Good grief! To think, that’s the age they were giving some of us driver’s licenses! YIKES!

I fairly lived on the beaches of Lake Washington when I was a kid, and most would have wooden “island” docks out in the middle of the deep swimming area-- no walkways to them, you have to swim to them. My friend and I loved to hang out underneath these things (strictly forbidden, of course). Here, we were totally out of view of the lifeguards and all other beachgoers. An added element of danger (read: fun) was that when speedboats would pass, they’d create huge waves that would more than knock up against the bottom of the dock.
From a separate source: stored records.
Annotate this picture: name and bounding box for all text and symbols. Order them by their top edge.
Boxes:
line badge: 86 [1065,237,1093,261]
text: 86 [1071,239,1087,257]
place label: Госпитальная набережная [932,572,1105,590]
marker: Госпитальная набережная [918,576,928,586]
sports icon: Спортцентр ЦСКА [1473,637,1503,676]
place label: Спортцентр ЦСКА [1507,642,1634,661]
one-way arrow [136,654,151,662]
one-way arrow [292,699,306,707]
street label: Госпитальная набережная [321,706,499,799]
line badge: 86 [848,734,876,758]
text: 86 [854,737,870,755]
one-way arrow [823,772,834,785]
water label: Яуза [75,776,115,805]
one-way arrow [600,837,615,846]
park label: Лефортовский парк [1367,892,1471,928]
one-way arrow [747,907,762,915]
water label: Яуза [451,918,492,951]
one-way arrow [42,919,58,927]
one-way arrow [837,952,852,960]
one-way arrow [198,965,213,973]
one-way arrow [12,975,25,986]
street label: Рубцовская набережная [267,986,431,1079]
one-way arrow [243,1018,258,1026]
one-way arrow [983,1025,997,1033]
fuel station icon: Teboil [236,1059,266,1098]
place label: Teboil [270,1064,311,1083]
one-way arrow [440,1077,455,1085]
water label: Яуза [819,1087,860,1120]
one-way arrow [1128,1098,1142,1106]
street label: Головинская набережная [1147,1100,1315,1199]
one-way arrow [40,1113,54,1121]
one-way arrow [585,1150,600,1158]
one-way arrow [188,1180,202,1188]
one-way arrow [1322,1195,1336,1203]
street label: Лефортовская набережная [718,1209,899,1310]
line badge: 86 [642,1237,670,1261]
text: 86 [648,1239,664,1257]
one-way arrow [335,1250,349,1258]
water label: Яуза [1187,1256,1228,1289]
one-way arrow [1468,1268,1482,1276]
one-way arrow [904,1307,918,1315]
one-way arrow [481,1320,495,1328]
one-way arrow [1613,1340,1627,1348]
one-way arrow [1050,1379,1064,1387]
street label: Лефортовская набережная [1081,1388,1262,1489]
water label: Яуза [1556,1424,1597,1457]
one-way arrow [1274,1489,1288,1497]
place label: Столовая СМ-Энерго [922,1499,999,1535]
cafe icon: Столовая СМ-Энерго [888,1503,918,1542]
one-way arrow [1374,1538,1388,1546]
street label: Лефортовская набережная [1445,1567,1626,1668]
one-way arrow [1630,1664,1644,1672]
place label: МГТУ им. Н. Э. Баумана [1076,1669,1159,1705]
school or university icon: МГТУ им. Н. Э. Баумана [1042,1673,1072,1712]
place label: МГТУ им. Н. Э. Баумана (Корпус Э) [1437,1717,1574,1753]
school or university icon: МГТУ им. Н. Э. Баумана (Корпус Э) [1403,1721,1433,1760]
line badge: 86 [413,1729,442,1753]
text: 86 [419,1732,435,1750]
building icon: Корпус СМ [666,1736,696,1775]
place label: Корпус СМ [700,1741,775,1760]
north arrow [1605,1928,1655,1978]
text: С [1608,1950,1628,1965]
If we’d ever been caught totally by surprise, we certainly would have been knocked out and then drowned. Usually we’d see the wake coming and swim out from under the dock, but a few times we didn’t see the waves until the last minute, so we’d simply dive as deep as we could on one panicked breath. Good times.

There was also the time when I was five, and decided to help Dad split wood when he went inside to take a rest. The stupid piece of wood wouldn’t stand on end, so I laid it lengthwise on the patio and swung the axe as hard as I could. Imagine my surprise when the axe bounced off the wood and the blade landed on my big toe. Cut it all the way to the bone. Good thing I wasn’t stronger.